El problema de Shirin Neshat nunca ha sido explicar una cultura islámica, que en gran parte desconoce e intenta reencontrar bajo la mistificación de lo oriental que ella misma ha asimilado en su educación. Ni servir de puente – cuestionador- entre dualidades excluyentes. A la luz de lo producido hasta ahora, ni siquiera las series fotográficas de sus comienzos, Unveiling (1993-94) y Women of Allah (1994-97), en donde los rostros y manos de mujeres armadas se recubrían con versos de las escritoras ideológicamente opuestas Forough Farrokhzad y Tahereh Saffarzedeh, eran un intento reduccionista a abrir el discurso político. La pista estaba en la propia escritura: “La poesía es la voz simbólica y literal de las mujeres cuya sexualidad e individualismo han sido borrados por el chador o el velo”, aclaró después. Y en la insatisfacción de Neshat ante la expresividad comunicativa de la imagen.

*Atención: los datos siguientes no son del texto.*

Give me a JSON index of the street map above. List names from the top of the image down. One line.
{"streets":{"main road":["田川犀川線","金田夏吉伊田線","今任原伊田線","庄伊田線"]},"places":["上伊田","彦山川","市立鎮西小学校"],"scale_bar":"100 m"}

Puesto que aquellas fotos “suscitaban muchos problemas relacionados con la traducción, literalmente, y respecto a la tergiversación cultural”, se internó en las posibilidades narrativas del vídeo y del cine para hacer “un trabajo más lírico, filosófico y poético”. Desde entonces, ensaya diversos recursos retóricos junto a músicos y escritores, como el canto en Turbulent (1998) con la compositora y cantante Susan Deyhim, la evocación del cuento de Moniru Ravani’pur en Rapture (1999), o el intercambio serial de Passage (2001) con Phillip Glass, en el que se lleva a la épica el rito del entierro. En los últimos cortometrajes, ya decididamente oníricos y simbólicos, The Last Word (2003) y Zarin (2005), ambos en colaboración con la escritora Shahrnust Parsipur y el director de cine Shoja Azari, la intensidad del enlace entre palabra, silencio e imagen se hace casi insoportable, para dicha del espectador. La ira de esta nueva Sherezade ante la censura de la voz de la mujer y de la creación poética, íntima, y la durísima condena de la vejación sexual infantil queda contenida en un ritmo visual a escala monumental. (Que, por cierto, no requiere en absoluto el abultado montaje espacial elegido en el MUSAC). A estas alturas, la potencia irracional que Neshat vehicula con su cada vez más esmerada técnica dramática podría cosechar el éxito con indiferencia del género o etnia en sus temas. Pero todavía Shirin Neshat necesita insistir en la mujer como sujeto (universal) de la historia de la justicia y de la libertad.